Manufacturiers et exportateurs du Québec souhaite que Québec révise ses critères appels d’offres publics afin de favoriser les produits manufacturés québécois.
Manufacturiers et exportateurs du Québec souhaite que Québec révise ses critères appels d’offres publics afin de favoriser les produits manufacturés québécois.
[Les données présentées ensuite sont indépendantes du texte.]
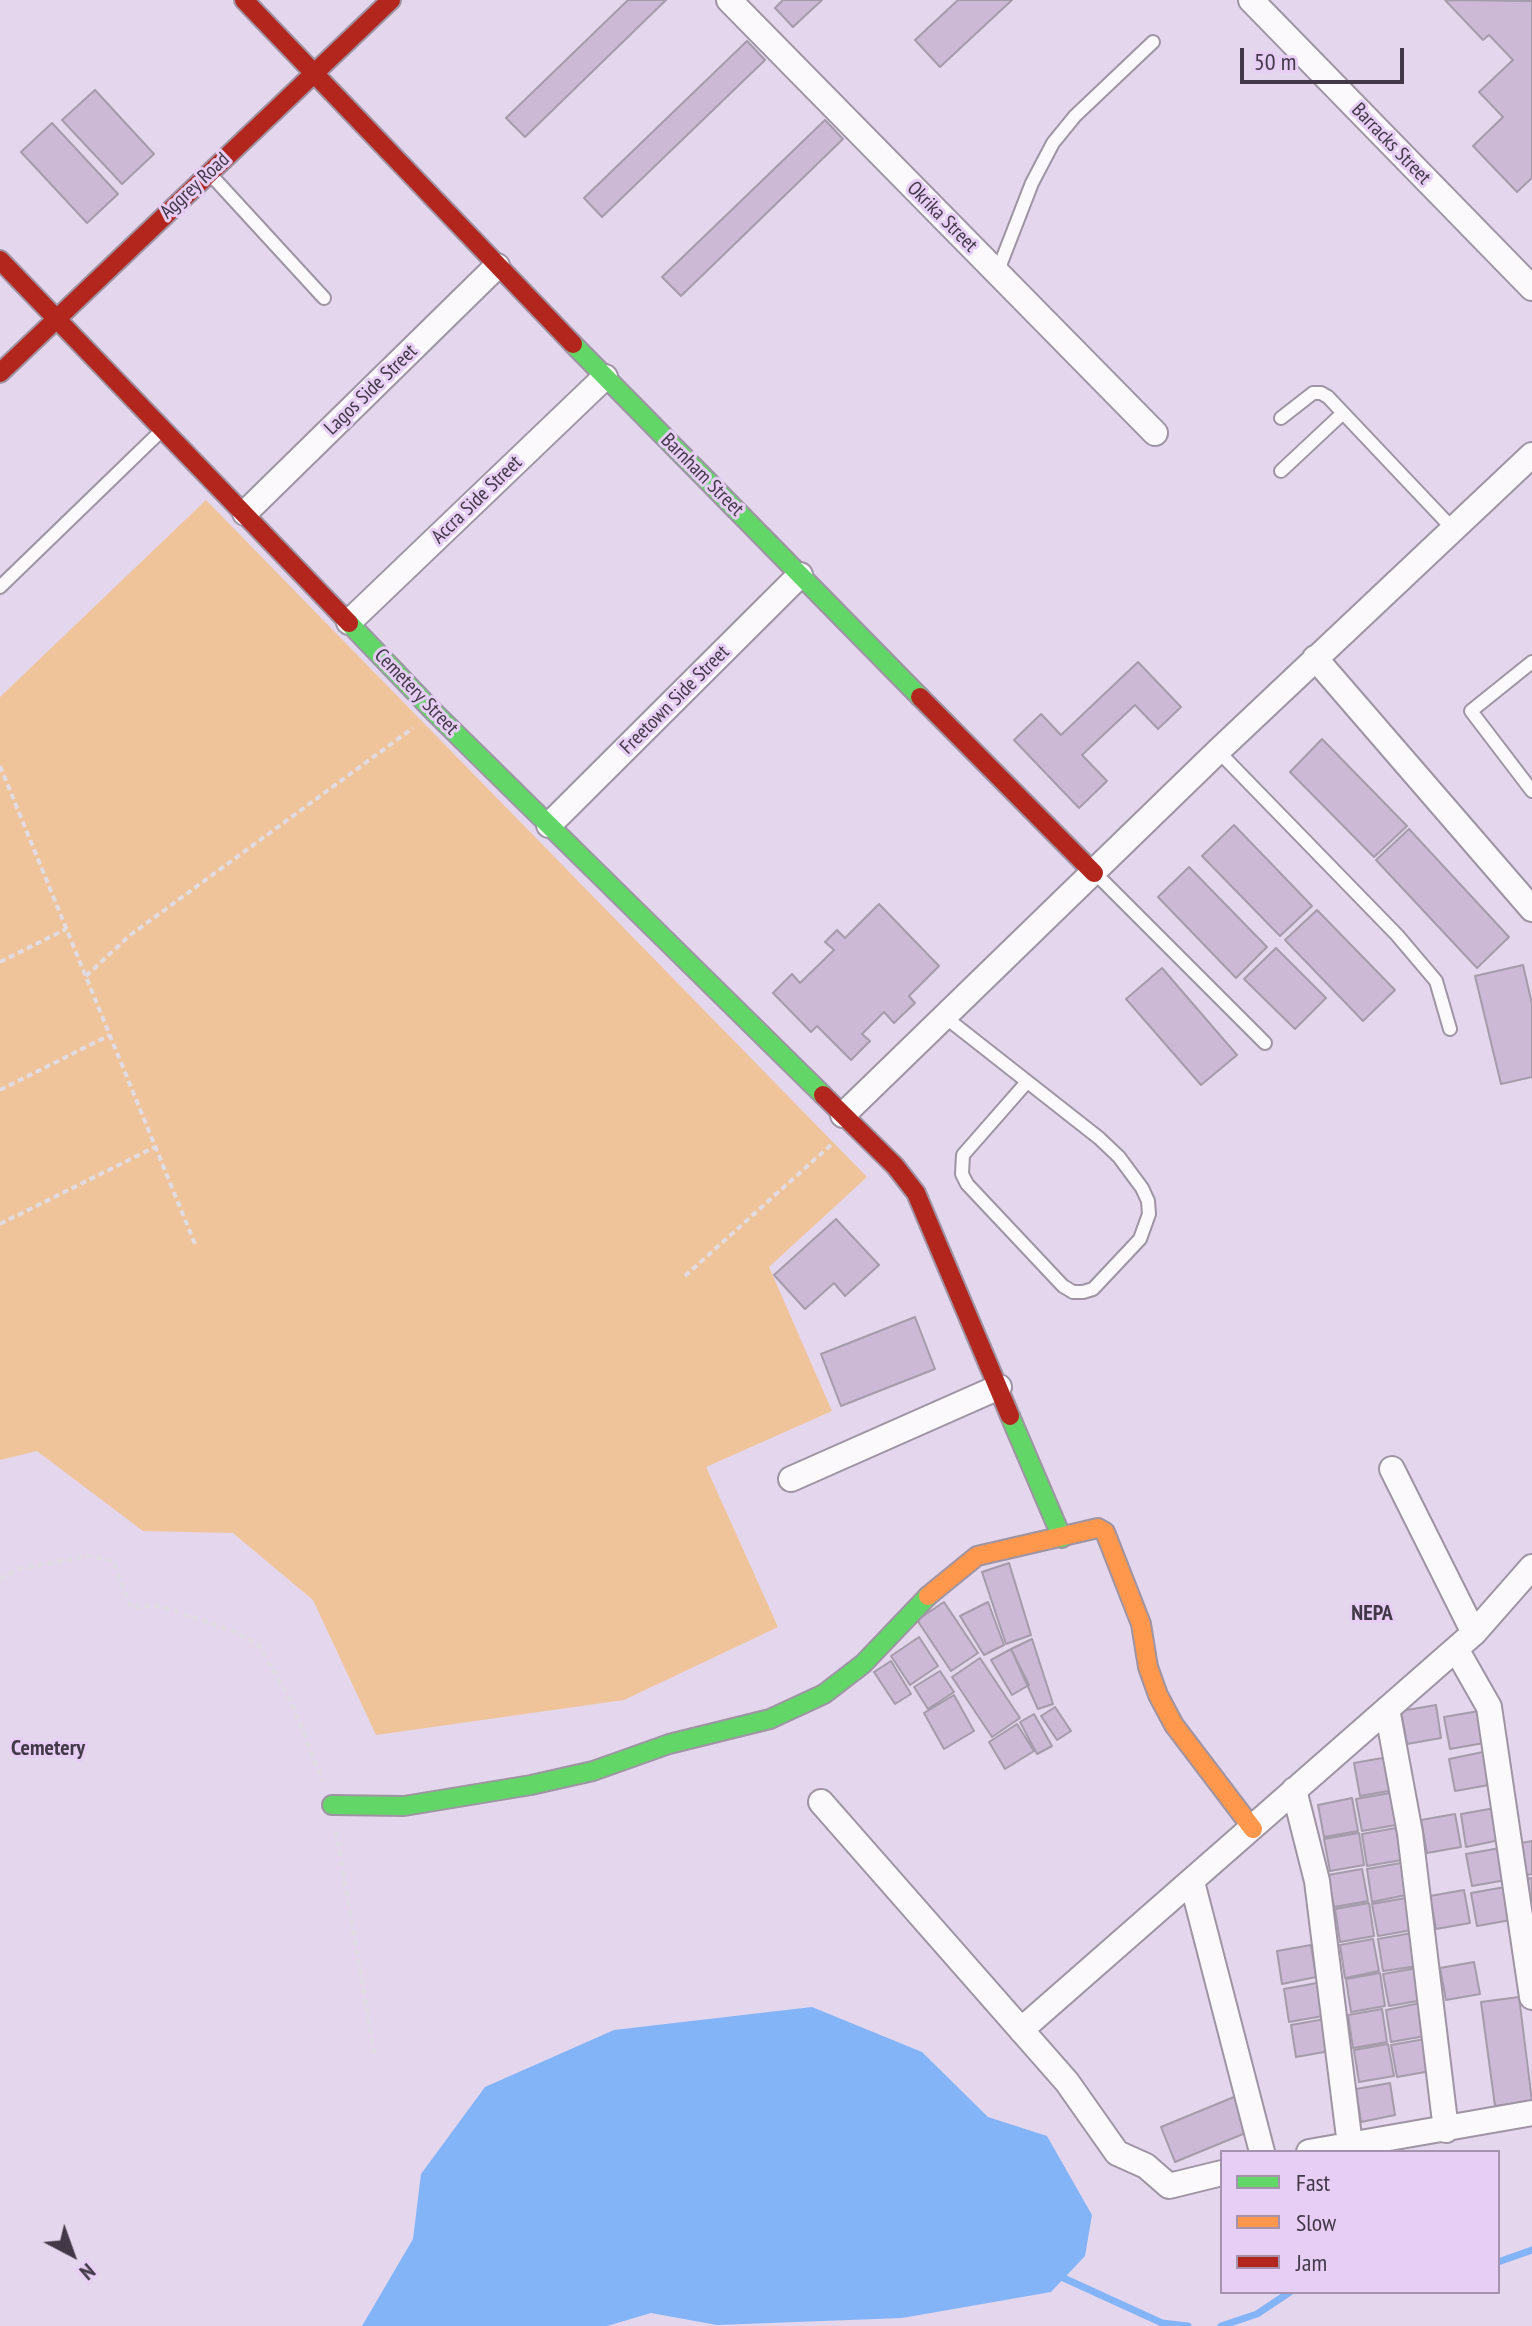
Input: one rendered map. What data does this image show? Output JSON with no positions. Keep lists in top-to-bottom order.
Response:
{
  "streets": {
    "street": [
      "Barracks Street",
      "Aggrey Road",
      "Okrika Street",
      "Lagos Side Street",
      "Barnham Street",
      "Accra Side Street",
      "Cemetery Street",
      "Freetown Side Street"
    ]
  },
  "crossings": [
    ["Aggrey Road", "Barnham Street"],
    ["Aggrey Road", "Cemetery Street"],
    ["Lagos Side Street", "Barnham Street"],
    ["Lagos Side Street", "Cemetery Street"],
    ["Barnham Street", "Accra Side Street"],
    ["Barnham Street", "Freetown Side Street"],
    ["Accra Side Street", "Cemetery Street"],
    ["Cemetery Street", "Freetown Side Street"]
  ],
  "districts": ["NEPA", "Cemetery"],
  "legend": ["Fast", "Slow", "Jam"],
  "scale_bar": "50 m",
  "north": "bottom right"
}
Québec doit favoriser l’achat de produits manufacturés québécois, demande Manufacturiers et exportateurs du Québec

Myriam Gauthier
Myriam Gauthier
Le Quotidien
Manufacturiers et exportateurs du Québec (MEQ) espère que Québec annoncera dans sa mise à jour économique de jeudi une réévaluation des critères de ses appels d’offres afin de favoriser les produits manufacturés québécois, une révision qui pourrait par exemple profiter à l’aluminium du Saguenay-Lac-Saint-Jean.

Véronique Proulx, présidente-directrice générale de MEQ, souhaite que Québec stimule l’achat québécois dans ses appels d’offres, après avoir sensibilisé les consommateurs au printemps à l’importance d’acheter des produits locaux.
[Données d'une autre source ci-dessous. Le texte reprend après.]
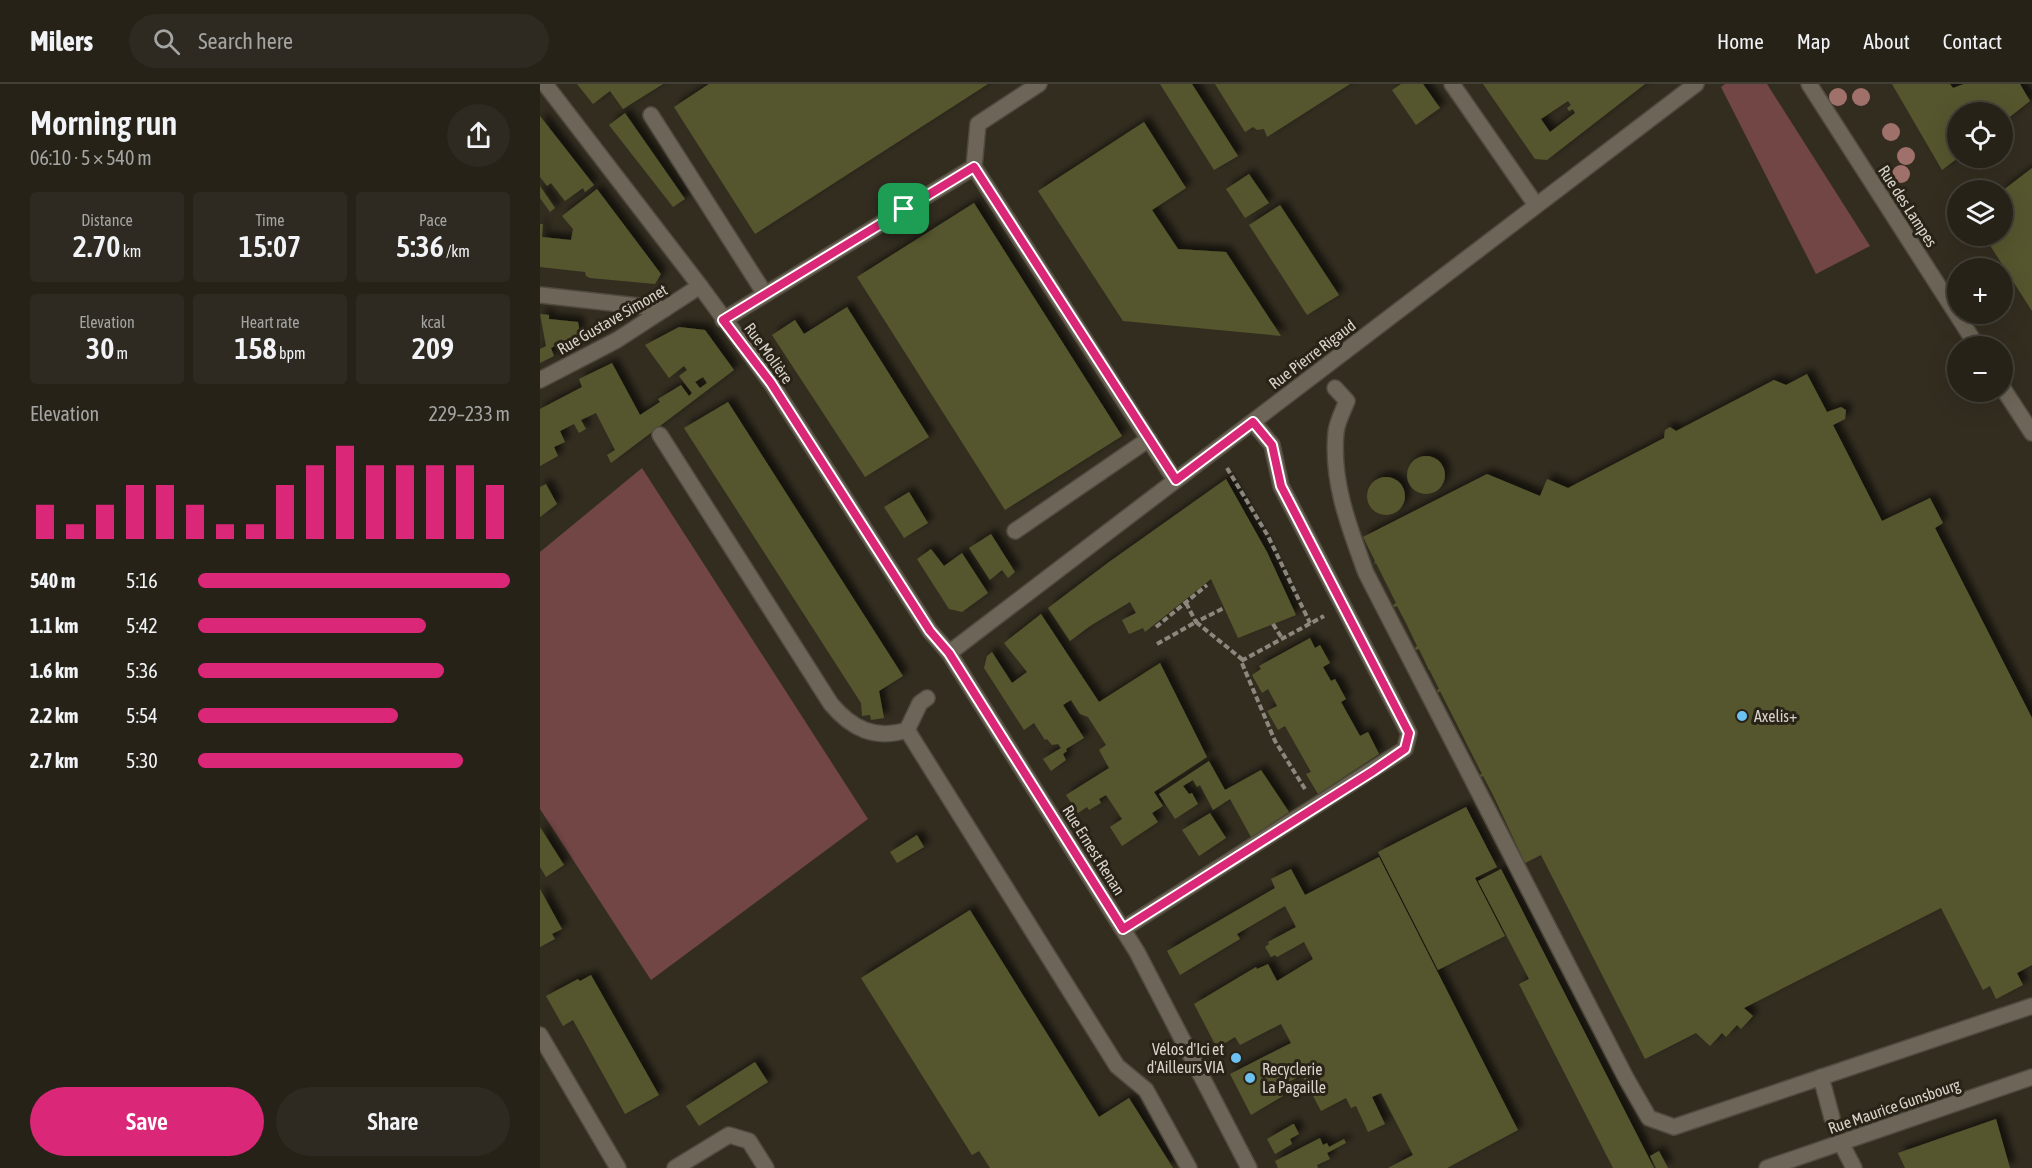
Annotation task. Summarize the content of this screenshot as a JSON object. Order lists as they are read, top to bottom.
{
  "streets": {
    "street": [
      "Rue des Lampes",
      "Rue Gustave Simonet",
      "Rue Molière",
      "Rue Pierre Rigaud",
      "Rue Ernest Renan",
      "Rue Maurice Gunsbourg"
    ]
  },
  "crossings": [
    ["Rue Gustave Simonet", "Rue Molière"],
    ["Rue Molière", "Rue Pierre Rigaud"],
    ["Rue Molière", "Rue Ernest Renan"],
    ["Rue Pierre Rigaud", "Rue Ernest Renan"]
  ],
  "places": ["Axelis+", "Vélos d'Ici et d'Ailleurs VIA", "Recyclerie La Pagaille"],
  "page": {
    "header": "Milers",
    "search": "Search here",
    "nav": [
      "Home",
      "Map",
      "About",
      "Contact"
    ],
    "heading": ["Morning run", "06:10 · 5 × 540 m"],
    "map_buttons": ["+", "−"],
    "stats": [
      ["Distance", "2.70 km"],
      ["Time", "15:07"],
      ["Pace", "5:36 /km"],
      ["Elevation", "30 m"],
      ["Heart rate", "158 bpm"],
      ["kcal", "209"]
    ],
    "chart": ["Elevation", "229–233 m"],
    "list": [
      {
        "name": "540 m",
        "note": "5:16"
      },
      {
        "name": "1.1 km",
        "note": "5:42"
      },
      {
        "name": "1.6 km",
        "note": "5:36"
      },
      {
        "name": "2.2 km",
        "note": "5:54"
      },
      {
        "name": "2.7 km",
        "note": "5:30"
      }
    ],
    "buttons": ["Save", "Share"]
  }
}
« Je pense que le gouvernement doit donner l’exemple et il doit revoir ses critères dans ses contrats publics », a-t-elle souligné, mercredi, lors d’un entretien avec Le Quotidien, à la veille de la mise à jour économique du ministre des Finances, Eric Girard.
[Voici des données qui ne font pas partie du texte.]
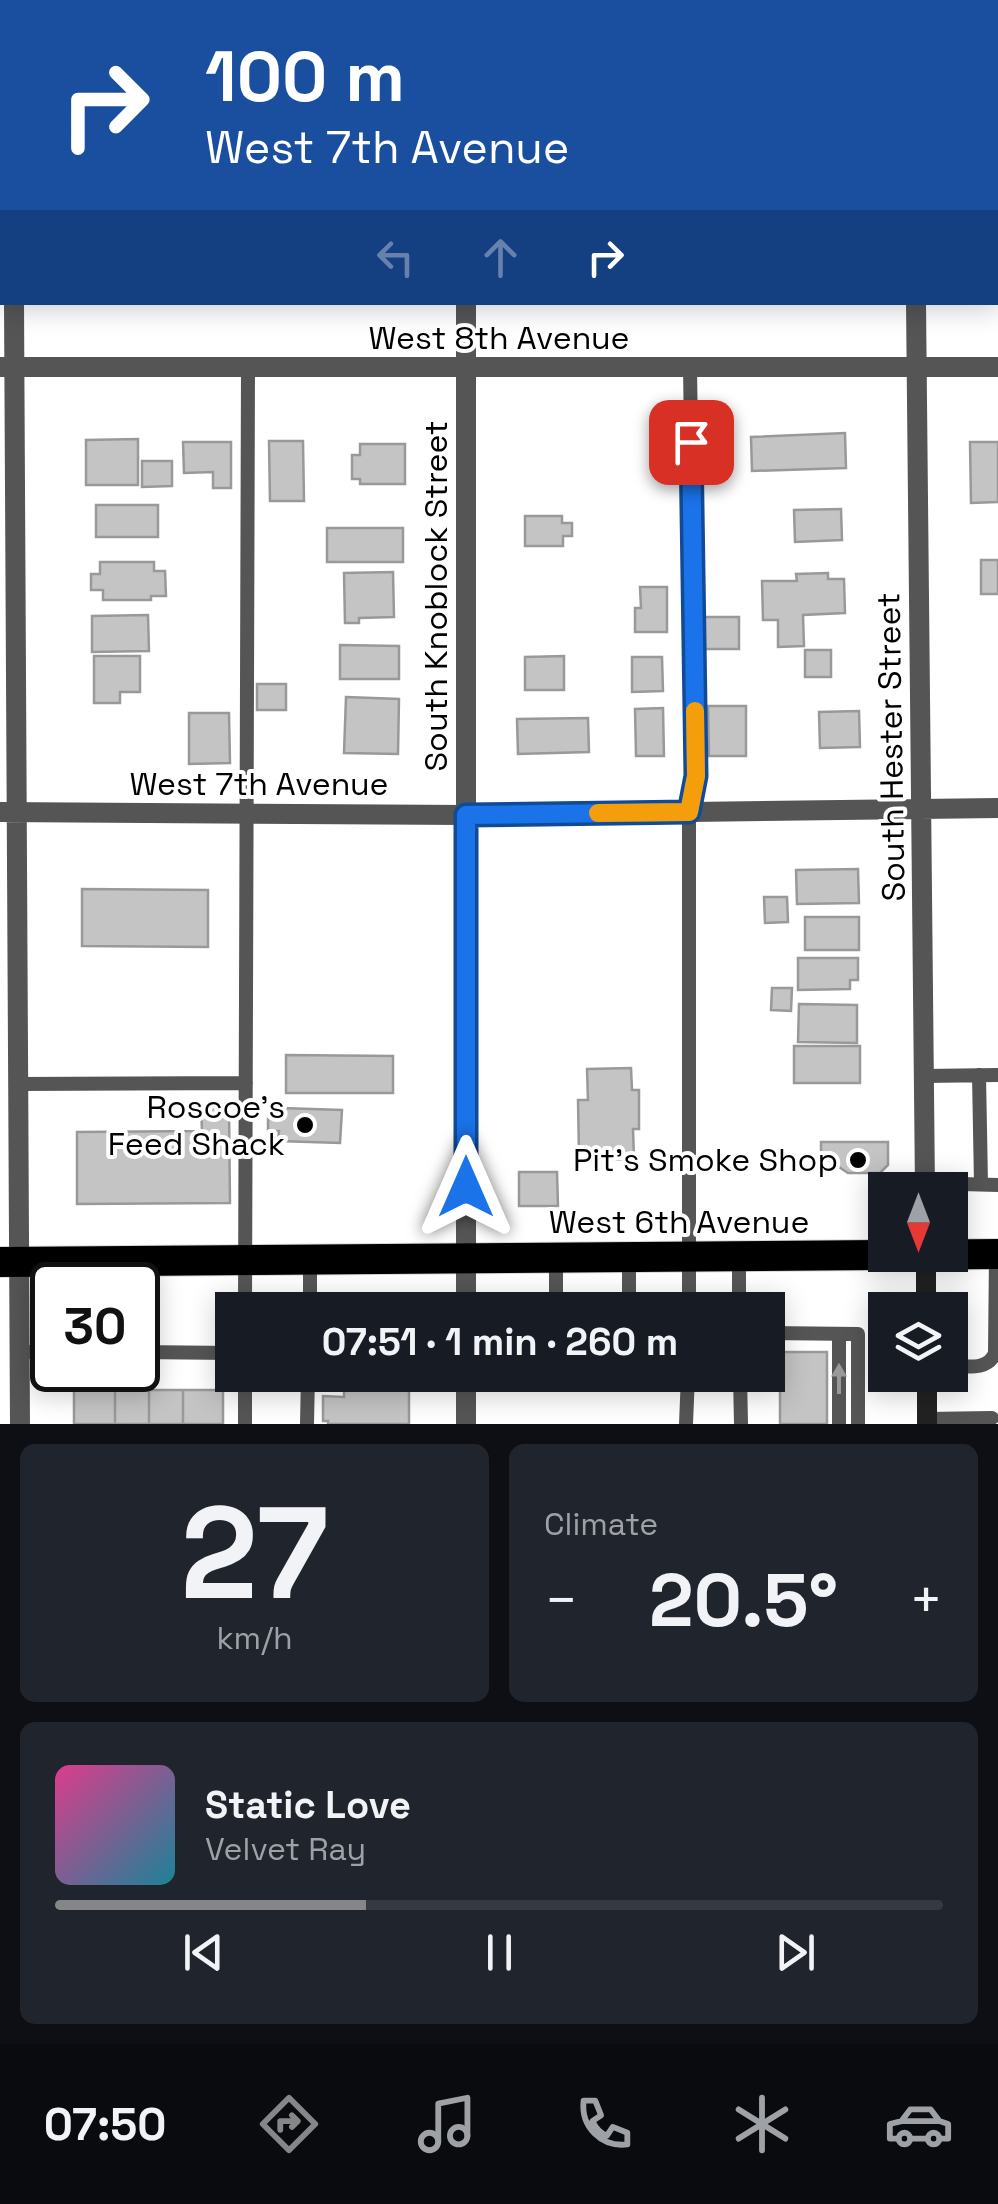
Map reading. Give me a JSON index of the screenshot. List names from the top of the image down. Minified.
{"streets":{"highway":["West 6th Avenue"],"street":["West 8th Avenue","South Knoblock Street","South Hester Street","West 7th Avenue"]},"crossings":[["West 8th Avenue","South Knoblock Street"],["West 8th Avenue","South Hester Street"],["South Knoblock Street","West 7th Avenue"],["South Knoblock Street","West 6th Avenue"],["South Hester Street","West 7th Avenue"]],"places":["Roscoe's Feed Shack","Pit's Smoke Shop"],"north":"bottom","page":{"turn":["100 m","West 7th Avenue"],"limit":"30","trip":"07:51 · 1 min · 260 m","tile":[["27","km/h"],"Climate"],"heat":["−","20.5°","+"],"song":["Static Love","Velvet Ray"],"tabs":"07:50"}}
« Il y a des critères qui peuvent être utilisés pour faire une discrimination positive envers des produits qui sont fabriqués ici », a-t-elle ajouté, en rappelant que le gouvernement est l’un des plus grands donneurs d’ordres.

Québec pourrait choisir, parmi ces critères, de favoriser les métaux ayant une faible empreinte carbone, donne-t-elle en exemple. Cette situation favoriserait ainsi un approvisionnement en aluminium québécois, et par le fait même du Saguenay-Lac-Saint-Jean.

Éviter une confusion

La dirigeante de MEQ ferme cependant la porte à l’ajout de critères qui favoriseraient un recours aux entreprises régionales situées sur le territoire où un contrat est attribué. Déterminer quelles sont les entreprises considérées comme « locales » causerait une confusion, selon elle.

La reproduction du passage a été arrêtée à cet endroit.